Rasyonel teolojinin kısmen somutlaştığı Tanrı tasavvuru, “teizm”dir. Kısmen somutlaştığı diyoruz çünkü Rasyonel Teoloji, felsefeye bağlanmış iken yani felsefenin kurallarına bağımlı iken, teizmin bu bağımlılığı aştığını düşünüyoruz. Çifte hakikat meselesinde bu durumu bariz bir şekilde görmekteyiz. Orada Rasyonel teolojinin hareket noktası: akıl ve vahyin çatıştığı söylenen noktada dogmayı akla uydurma gayreti görülüyordu. Bir diğer husus teizmin, Tanrının aşkınlığı ve Tanrının zat oluşunu kabul etmekle rasyonel teolojinin Tanrıyı bir ilke, sistemi tamamlayan bir mütemmim cüz olarak görme tehlikesinden de uzak durmuştur. Burada teizmin felsefeyi memnun etme gayretinin olmadığını görüyoruz. O halde teizm nedir? Teizm:Var olan her şeyin yaratıcısı olan, mutlak, sınırsız bir bilgi ve güç sahibi olan bir Tanrı’nın varlığına inanma, dahası doğanın üstünde ve ötesinde olan, yani evrene aşkın olan bir Tanrıya duyulan inancı ifade eder. Bu durumda Tanrı yarattığı varlıktan ayrı olan, fakat kendisini yarattıkları aracılığıyla gösteren, ibadet ve itaate en yüksek ölçüde layık olan varlıktır. Tanrı; yaratıcı, varoluşun ve değerin kaynağı ve koruyucusudur . Teizme göre Tanrı aşkın ve içkin olmanın yanında, öncesiz ve sonrasız, varlığı zorunlu olan(vacibü’l vücud) dur. Her türlü yetkinliğe sahiptir. Bileşik ve maddi bir varlık değildir. Maddi âlemin nedensellik ilişkisinden uzaktır. O sadece zihinde var olan bir isim(nomina) değildir, metafiziksel bir varlığı ve zati yönü mevcuttur.
Teizme göre Tanrı, aşkın(muteal) bir varlık olduğu için O, âlemde var olan her şeyden farklı olacaktır. Bu durum, Tanrıyı sistemi tamamlayan bir soyut ilke olmaktan kurtarmakla, teizme yöneltilecek eleştiriyi daha baştan bertaraf etmiş görünüyor. Tanrının aşkınlığı sayesinde âlemle birleşmiş bir Tanrı tasavvuru olmaktan ve de zati bir Tanrı tasavvurunu kabul etmekle de panteizm tehlikesinden kendisini kurtarmış olmaktadır . Ama yine de eleştiriye konu olan yönlerinden birisi de bu aşkınlık meselesidir.
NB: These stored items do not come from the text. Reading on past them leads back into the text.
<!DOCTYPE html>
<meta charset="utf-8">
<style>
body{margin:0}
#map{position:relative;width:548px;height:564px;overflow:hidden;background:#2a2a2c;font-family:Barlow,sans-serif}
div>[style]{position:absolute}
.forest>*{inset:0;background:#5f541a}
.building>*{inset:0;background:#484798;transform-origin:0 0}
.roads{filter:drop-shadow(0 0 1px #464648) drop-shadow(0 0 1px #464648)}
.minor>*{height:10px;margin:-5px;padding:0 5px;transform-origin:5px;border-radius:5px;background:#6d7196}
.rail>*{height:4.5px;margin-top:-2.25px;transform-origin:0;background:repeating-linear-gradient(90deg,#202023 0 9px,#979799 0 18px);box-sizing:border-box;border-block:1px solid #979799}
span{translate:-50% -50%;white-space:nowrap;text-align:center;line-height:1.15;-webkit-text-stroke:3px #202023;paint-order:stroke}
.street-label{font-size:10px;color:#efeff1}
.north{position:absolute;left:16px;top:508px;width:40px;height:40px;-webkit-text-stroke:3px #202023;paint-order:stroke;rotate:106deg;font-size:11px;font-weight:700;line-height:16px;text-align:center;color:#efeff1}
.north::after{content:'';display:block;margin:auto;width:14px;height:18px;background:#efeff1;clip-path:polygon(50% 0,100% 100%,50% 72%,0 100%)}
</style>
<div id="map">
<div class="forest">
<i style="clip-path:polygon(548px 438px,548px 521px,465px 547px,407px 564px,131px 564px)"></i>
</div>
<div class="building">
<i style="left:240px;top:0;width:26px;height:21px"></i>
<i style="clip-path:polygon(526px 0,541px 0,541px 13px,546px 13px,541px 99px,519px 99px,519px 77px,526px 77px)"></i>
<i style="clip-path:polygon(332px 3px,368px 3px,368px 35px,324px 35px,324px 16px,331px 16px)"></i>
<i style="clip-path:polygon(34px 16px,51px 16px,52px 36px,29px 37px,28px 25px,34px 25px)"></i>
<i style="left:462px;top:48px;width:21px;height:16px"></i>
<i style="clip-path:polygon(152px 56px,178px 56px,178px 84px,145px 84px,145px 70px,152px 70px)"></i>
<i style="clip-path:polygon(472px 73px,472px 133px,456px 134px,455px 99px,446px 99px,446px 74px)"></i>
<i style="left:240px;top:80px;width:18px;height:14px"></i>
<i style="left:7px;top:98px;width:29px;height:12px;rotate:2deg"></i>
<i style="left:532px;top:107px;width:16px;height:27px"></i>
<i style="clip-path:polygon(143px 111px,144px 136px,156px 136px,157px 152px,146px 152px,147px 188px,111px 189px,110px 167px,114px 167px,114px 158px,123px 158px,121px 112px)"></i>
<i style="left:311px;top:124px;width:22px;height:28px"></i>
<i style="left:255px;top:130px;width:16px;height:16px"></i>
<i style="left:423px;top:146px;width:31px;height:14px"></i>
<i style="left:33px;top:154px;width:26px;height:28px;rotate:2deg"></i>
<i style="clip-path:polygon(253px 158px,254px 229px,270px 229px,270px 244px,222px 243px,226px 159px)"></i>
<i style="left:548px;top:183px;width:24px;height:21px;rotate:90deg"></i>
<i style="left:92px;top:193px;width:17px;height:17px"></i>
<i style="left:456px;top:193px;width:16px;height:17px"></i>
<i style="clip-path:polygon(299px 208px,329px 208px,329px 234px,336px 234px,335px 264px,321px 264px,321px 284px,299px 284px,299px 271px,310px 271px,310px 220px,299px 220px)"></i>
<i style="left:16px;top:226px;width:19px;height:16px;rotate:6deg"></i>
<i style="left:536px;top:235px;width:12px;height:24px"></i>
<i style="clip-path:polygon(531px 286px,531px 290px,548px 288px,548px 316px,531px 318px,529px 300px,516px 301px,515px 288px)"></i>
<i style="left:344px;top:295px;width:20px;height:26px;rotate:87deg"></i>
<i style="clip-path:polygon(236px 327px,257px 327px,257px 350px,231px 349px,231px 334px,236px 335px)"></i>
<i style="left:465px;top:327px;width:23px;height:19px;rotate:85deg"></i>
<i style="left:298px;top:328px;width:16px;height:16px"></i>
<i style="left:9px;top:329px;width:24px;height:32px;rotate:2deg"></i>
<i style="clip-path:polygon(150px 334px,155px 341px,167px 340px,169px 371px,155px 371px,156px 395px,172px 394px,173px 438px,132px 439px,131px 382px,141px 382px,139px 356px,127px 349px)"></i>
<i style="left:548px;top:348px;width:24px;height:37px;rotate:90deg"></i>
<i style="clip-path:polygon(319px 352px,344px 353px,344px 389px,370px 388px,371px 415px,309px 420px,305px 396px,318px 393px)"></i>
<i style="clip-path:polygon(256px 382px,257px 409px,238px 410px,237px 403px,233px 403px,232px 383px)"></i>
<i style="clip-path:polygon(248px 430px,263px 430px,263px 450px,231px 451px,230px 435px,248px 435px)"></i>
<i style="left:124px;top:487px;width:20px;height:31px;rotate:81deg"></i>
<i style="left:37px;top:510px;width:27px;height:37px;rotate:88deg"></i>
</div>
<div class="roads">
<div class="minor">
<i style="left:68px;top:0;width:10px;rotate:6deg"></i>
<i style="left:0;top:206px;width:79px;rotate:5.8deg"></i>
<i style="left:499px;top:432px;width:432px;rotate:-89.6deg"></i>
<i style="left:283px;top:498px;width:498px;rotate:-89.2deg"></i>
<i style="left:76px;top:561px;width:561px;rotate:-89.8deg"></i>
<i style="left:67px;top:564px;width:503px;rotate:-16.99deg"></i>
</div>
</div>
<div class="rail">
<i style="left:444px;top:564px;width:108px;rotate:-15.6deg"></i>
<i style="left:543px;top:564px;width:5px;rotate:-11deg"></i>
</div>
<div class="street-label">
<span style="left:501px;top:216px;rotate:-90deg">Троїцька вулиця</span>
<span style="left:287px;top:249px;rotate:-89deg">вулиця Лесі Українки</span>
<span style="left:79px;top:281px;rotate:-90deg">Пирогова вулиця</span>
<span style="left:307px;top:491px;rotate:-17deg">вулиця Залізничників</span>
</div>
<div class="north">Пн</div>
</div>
Tanrının aşkınlığı Onun hakkındaki teşbihi(antropomorfik) sıfatları atfetmenin mahzurlarından korumaktadır. Yani Tanrının aşkınlığına vurgu yapılarak bir tenzihe gidilmekle Tanrı yüceltilmektedir. Ancak bu durum O’nun hakkında konuşmayı da güçleştirmektedir. Böylece Tanrı, duyumsanamaz ve gözlenemez olmaktadır. Hâlbuki biz Tanrı hakkında kullandığımız iyilik, bilmek, güç yetirmek gibi kavramları insan için de kullanmaktayız. İnsan için kullandığımız bu kavramlar Tanrı için de kullanılınca bu kavramlar, farklı bir manaya mı bürünmektedir? Çünkü teizm, Tanrıya atfettiği sıfatların gerçek ve fonksiyonel olduğunu savunur. Problem şudur: Bu sıfatlar gerçek anlamdaysa insan sıfatlarıyla aynı mıdır, sembolik ise bu sıfatların anlamı nedir? Eğer insan için kullanılan ile aynı anlamdaysa Tanrının aşkınlığını nerede kalmaktadır? Yok, eğer sembolik ise, soyut ve hayali bir atıf olmakta değil midir?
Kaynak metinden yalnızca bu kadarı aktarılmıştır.